| Assignment |
Filter the listing below down to the lines containing the word "names".

......

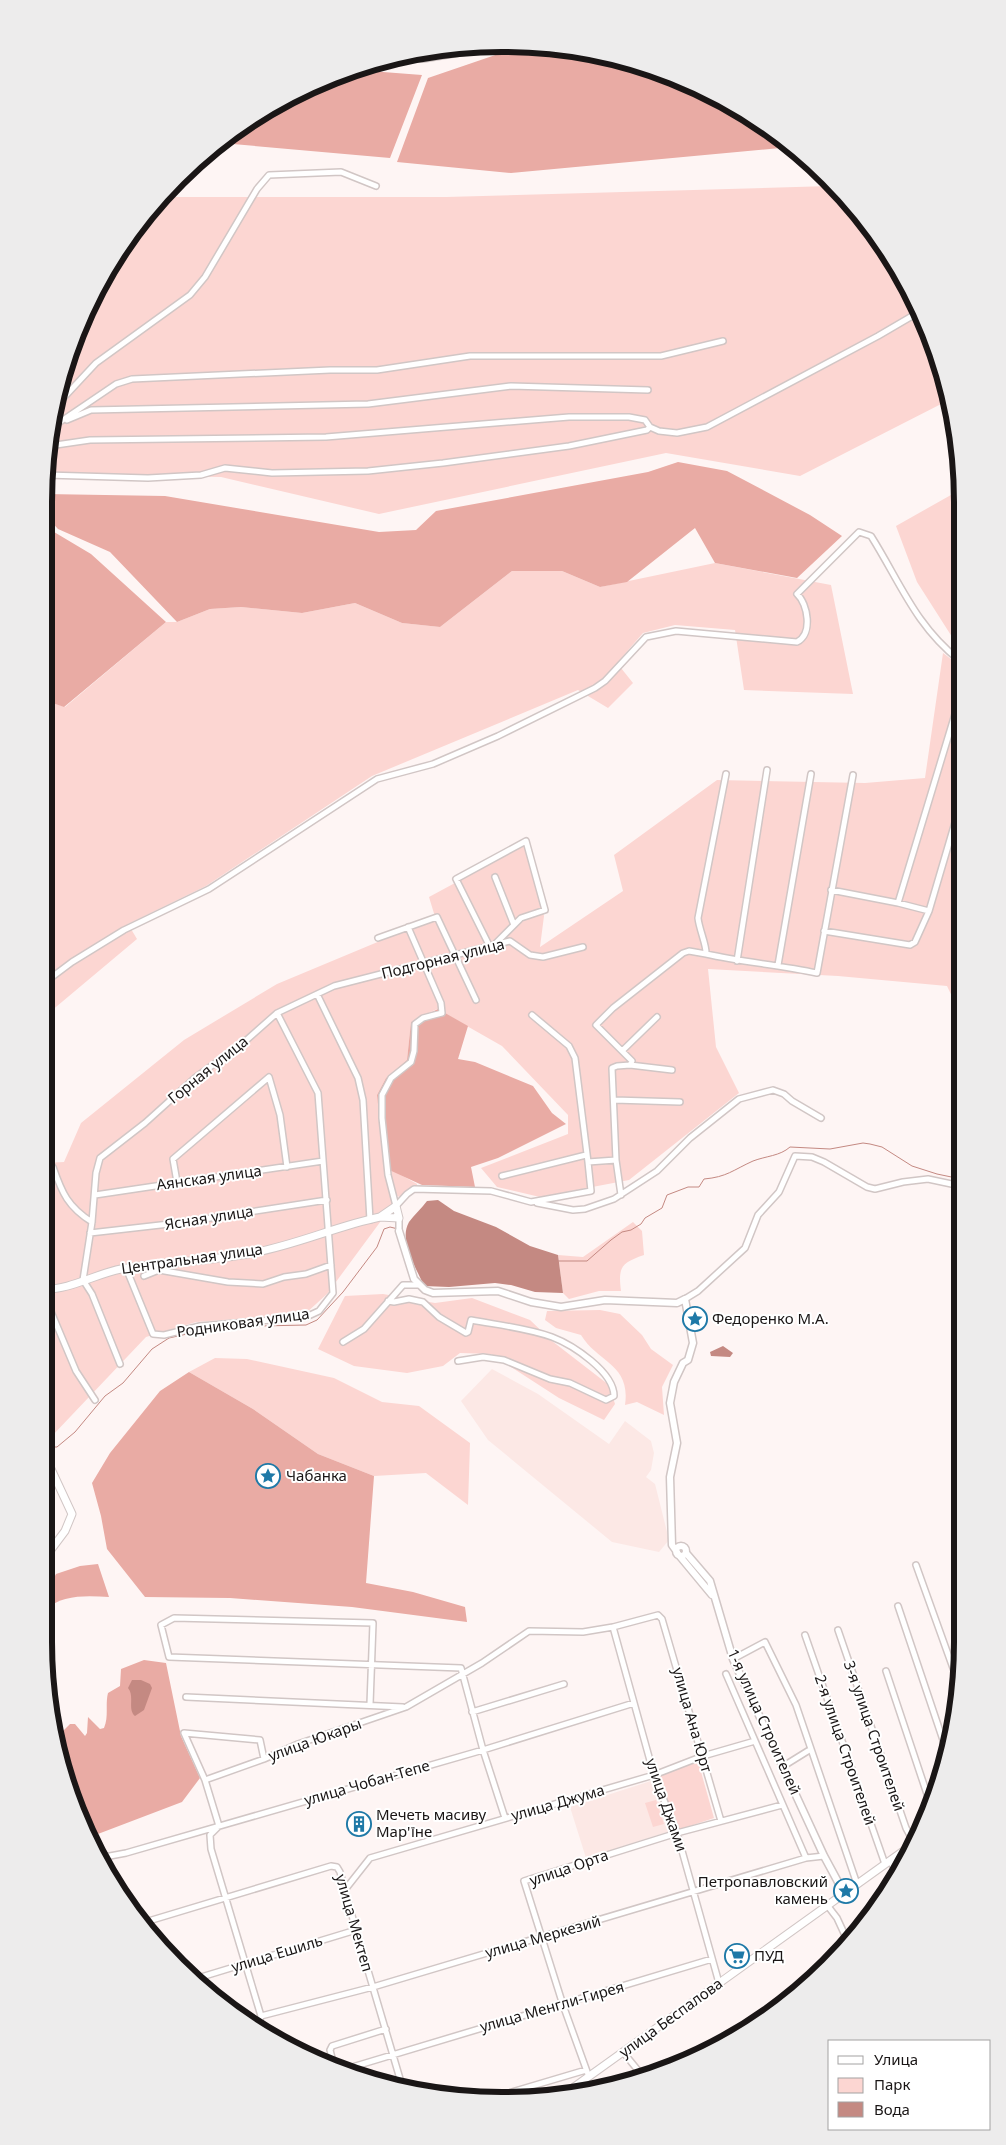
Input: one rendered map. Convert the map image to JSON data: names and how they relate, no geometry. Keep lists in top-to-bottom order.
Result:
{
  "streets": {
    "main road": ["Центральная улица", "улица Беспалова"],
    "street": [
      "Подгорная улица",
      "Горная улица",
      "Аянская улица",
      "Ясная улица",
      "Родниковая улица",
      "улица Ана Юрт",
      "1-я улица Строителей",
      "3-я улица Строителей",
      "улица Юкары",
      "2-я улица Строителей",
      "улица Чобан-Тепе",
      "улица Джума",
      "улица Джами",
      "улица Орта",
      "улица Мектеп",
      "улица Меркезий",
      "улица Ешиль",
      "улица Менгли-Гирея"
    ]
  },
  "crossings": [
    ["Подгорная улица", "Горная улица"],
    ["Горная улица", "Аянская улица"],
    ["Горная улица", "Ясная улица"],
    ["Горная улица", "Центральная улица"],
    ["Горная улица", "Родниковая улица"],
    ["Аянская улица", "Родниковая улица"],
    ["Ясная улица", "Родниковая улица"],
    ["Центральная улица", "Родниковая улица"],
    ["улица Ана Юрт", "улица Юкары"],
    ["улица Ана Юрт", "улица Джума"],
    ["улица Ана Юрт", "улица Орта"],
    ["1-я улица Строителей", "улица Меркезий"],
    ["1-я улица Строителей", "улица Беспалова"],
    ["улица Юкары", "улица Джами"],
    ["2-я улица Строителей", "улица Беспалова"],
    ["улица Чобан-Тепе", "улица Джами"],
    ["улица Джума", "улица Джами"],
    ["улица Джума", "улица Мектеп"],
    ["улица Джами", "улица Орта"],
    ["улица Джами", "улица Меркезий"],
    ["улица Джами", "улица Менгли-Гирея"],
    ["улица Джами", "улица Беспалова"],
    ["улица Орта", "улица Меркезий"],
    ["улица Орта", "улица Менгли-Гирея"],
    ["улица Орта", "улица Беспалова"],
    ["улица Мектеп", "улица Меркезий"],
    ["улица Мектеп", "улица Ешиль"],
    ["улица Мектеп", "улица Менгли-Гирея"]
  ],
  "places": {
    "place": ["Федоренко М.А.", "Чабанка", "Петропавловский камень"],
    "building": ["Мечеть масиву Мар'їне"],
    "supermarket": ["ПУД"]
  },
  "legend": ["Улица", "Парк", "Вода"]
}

......

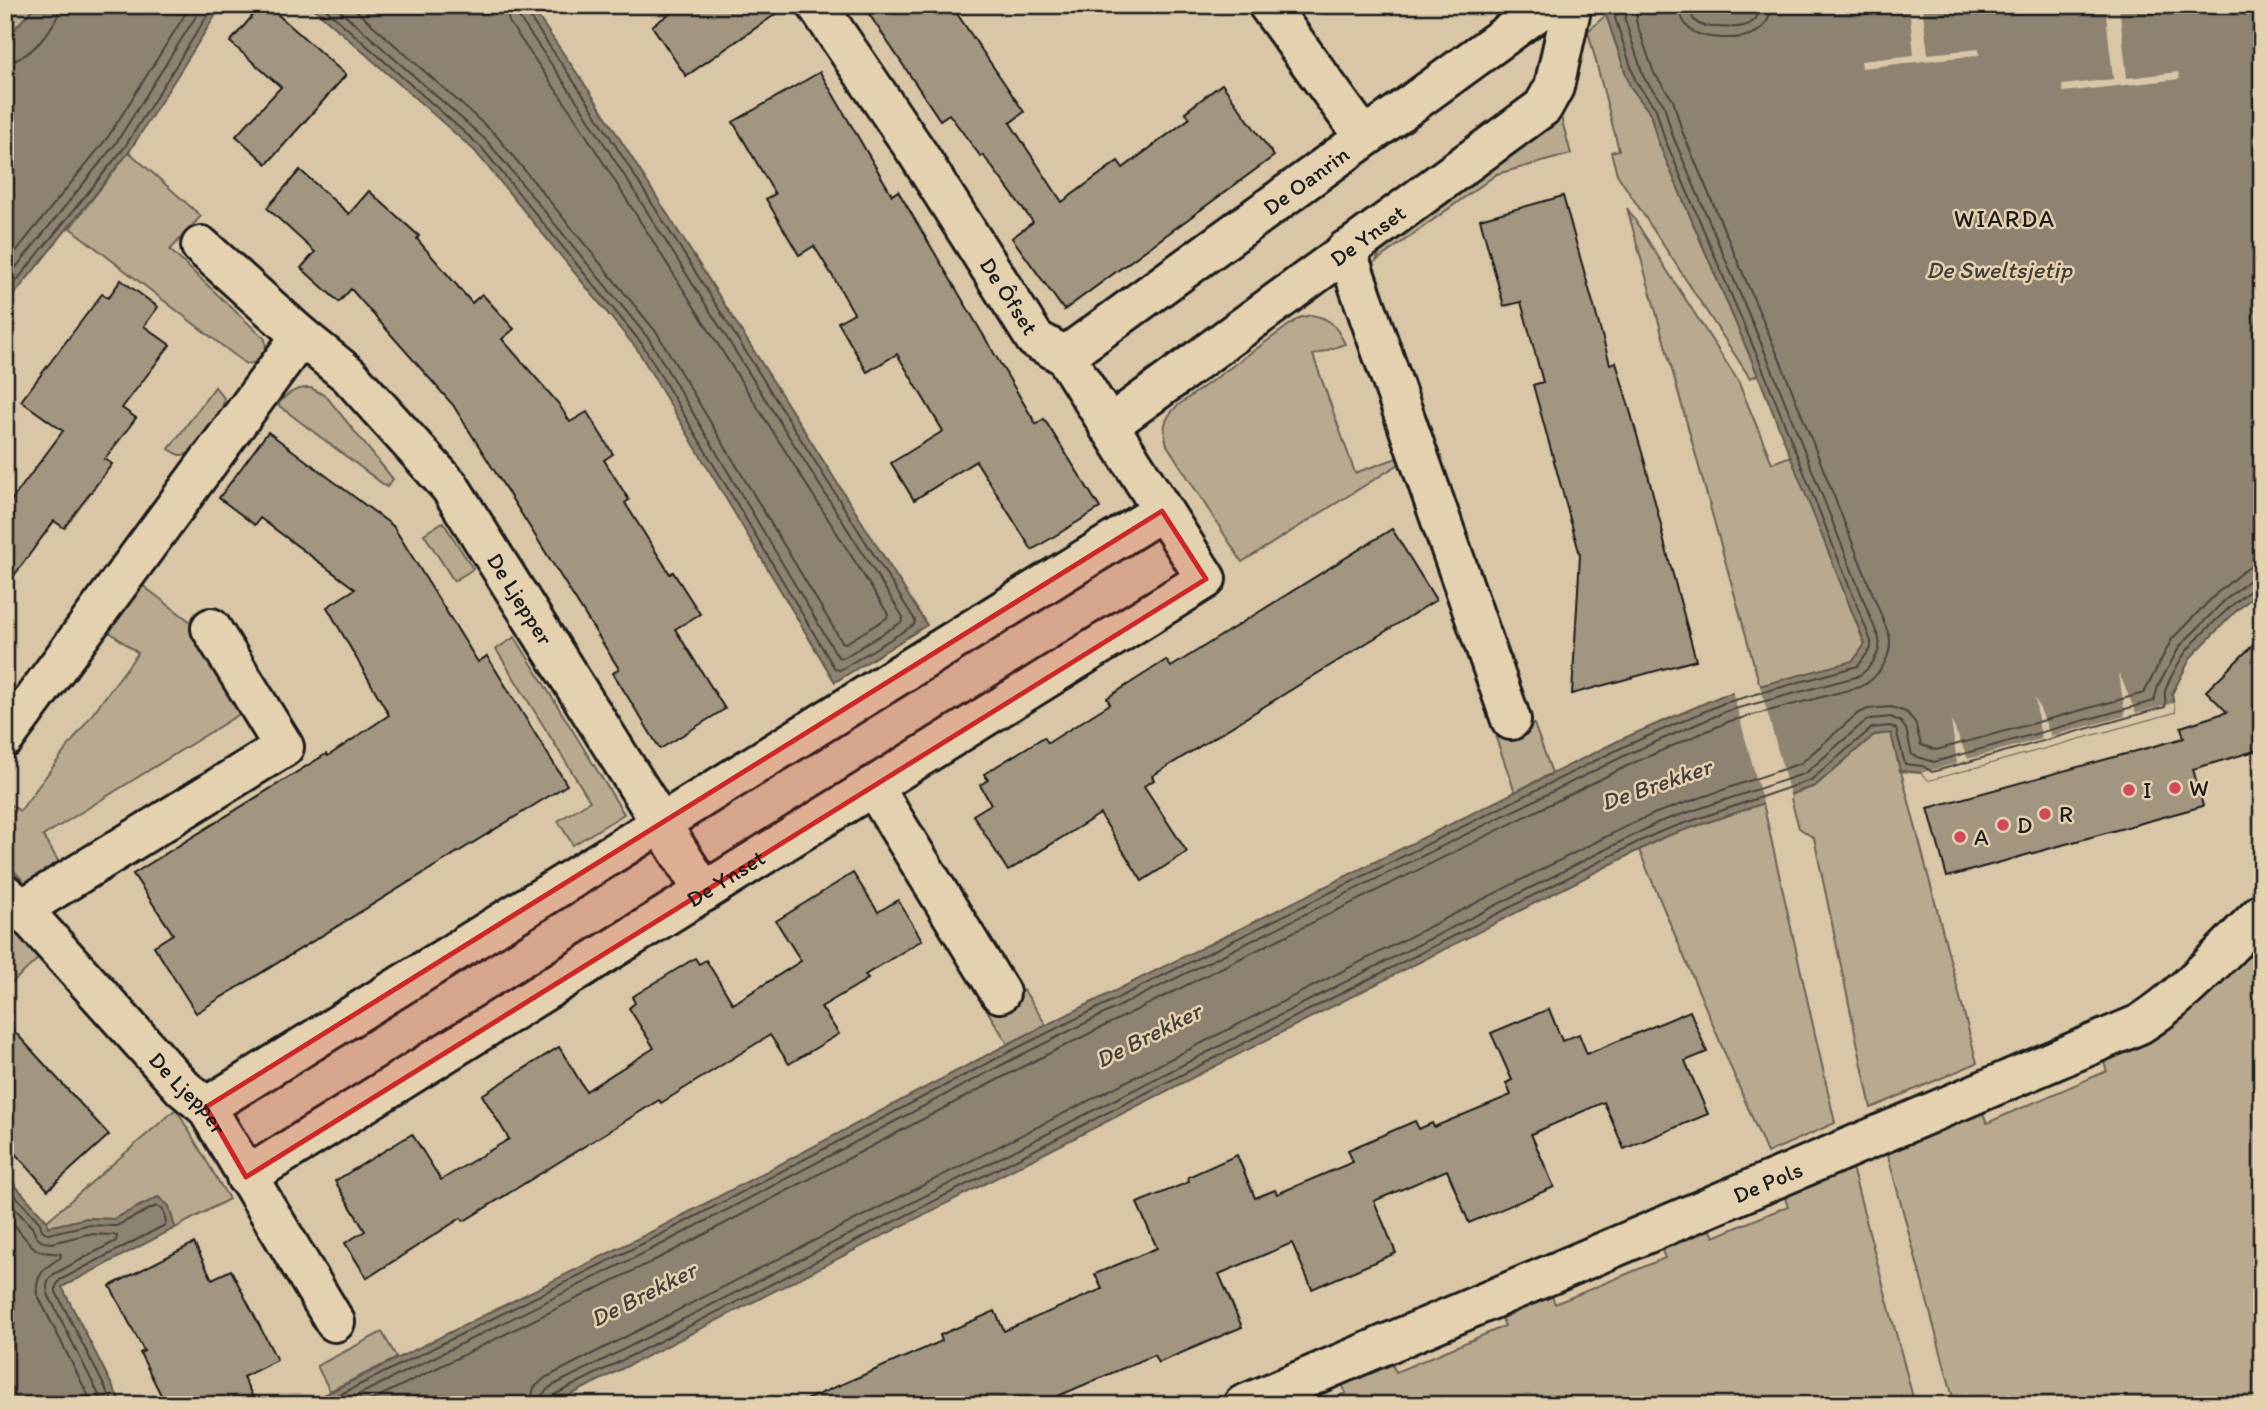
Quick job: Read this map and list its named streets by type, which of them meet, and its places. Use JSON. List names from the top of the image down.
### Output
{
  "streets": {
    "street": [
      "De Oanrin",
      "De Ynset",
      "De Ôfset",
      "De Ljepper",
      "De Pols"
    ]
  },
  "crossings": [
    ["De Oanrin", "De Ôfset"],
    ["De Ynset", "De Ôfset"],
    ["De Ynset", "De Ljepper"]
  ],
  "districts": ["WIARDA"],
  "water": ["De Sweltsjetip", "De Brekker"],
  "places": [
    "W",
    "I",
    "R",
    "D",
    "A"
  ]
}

......

| Result of the task |
Input: one rendered map. Convert the map image to JSON data: names and how they relate, no geometry. Keep lists in top-to-bottom order.
Quick job: Read this map and list its named streets by type, which of them meet, and its places. Use JSON. List names from the top of the image down.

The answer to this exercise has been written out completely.